Once you develop a palate you can determine which beans to buy and move forward. Secure the beans then determine at which point of roast the coffee tastes best. The exact degree of roast a coffee needs to have to insure its flavors will be presented as you desired. Sumatra may stand up to a darker roast due to the size of the beans and density whereas the winy brightness a Kenya offers will give way to char once the bean is dark. Each coffee has an individual profile, imbued with a taste of place.
Drum versus fluidized bed
Always a hot topic, and there are strong opinions both for and against both styles of roasters.
Drum roaster enthusiasts claim that as the drum rotates the dynamic action of the beans themselves assist with the consistency of the internal drum temperature in the development of the batch. Fluidized bed roaster fans argue that the constant motion of the bouncing beans aids in assuring perfect consistency from batch to batch by banishing hot spots within the roast chamber claiming that the beans become more buoyant as they lose moisture.
Here is my take.
The job of the roaster and the machine is to develop the flavor of the green bean to its optimum profile.
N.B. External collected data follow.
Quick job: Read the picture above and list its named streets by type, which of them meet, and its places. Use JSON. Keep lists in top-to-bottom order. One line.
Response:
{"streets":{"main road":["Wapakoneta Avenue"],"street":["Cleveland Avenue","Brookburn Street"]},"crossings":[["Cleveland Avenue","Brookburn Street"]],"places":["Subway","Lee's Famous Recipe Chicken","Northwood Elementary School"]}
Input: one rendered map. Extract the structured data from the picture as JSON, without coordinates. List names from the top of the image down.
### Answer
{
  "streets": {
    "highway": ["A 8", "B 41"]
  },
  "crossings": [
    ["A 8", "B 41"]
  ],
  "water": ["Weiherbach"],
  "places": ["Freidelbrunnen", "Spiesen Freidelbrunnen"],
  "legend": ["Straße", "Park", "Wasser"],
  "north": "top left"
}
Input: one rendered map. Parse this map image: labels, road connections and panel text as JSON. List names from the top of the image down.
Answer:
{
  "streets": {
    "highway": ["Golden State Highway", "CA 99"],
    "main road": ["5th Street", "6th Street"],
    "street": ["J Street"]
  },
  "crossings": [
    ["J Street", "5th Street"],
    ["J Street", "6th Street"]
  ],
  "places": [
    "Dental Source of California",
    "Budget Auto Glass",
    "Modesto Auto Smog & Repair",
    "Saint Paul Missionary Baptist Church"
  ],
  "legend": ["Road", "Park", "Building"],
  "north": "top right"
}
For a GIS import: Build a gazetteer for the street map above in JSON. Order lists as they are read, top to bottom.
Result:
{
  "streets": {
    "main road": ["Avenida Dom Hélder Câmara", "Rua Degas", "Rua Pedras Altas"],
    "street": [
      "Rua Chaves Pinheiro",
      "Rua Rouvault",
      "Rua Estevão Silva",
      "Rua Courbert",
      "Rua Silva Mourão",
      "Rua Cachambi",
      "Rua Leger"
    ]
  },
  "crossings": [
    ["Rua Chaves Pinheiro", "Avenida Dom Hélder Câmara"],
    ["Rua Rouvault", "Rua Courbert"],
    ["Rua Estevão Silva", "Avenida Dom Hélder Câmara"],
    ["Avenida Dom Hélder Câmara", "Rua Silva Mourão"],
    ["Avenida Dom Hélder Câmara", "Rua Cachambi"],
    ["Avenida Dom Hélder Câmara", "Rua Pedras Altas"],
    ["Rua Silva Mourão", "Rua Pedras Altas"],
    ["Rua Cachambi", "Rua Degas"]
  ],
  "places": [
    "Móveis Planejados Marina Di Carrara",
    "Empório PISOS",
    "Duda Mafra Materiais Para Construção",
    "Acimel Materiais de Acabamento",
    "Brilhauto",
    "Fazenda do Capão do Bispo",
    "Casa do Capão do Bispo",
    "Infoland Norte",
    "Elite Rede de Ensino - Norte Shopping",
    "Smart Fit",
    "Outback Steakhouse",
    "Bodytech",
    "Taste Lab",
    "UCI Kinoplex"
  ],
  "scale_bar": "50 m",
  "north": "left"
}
Sugars in the beans caramelize and come to the surface as it roasts. It is important to note that the beans must be allowed to develop in the optimum time and temperature. If the temperature is too high for too short a time the beans will not being roasted throughout. If the temperature is too low for too long the bean can bake.“
Drum roasters develop more slowly and can provide more control over the roast process. Fluidized bed roasters tend to be very consistent and, in my opinion, a little easier to operate. The end result must be a perfect roast. The operator can manage stability and air flow in drum or fluid bed roasters.
Dark versus light
Even Starbucks after a few years of success with its thoroughly branded Starbucks roast, saw the light (and sales opportunity) of a lighter roast as markets became more sophisticated and wanted diversity in their beans.
Roasting coffee is a lot like cooking, so let me use an analogy: the grill chef prepares a beef rib eye steak. If chef determines to grill it, for how long shall he do this? If the meat is cooked medium rare it will remain tender, pink, and more flavorful. As the steak is grilling, the tender sweetness gives way to the char taste of the grill. Coffee is like this in many ways.
Take a micro lot - this is a very, very small individual lot of coffee that has been separated at the farm and remains isolated throughout processing, export, import right up until he time it gets to the roaster. You cradle these beans and decide to give them a dark French roast. But now this special coffee has lost its individuality.
Subtle nuances that are a result of the coffee growing micro-regions, much like a fine wine, are developed during the roast process. Each coffee is an individual and must be roasted as such.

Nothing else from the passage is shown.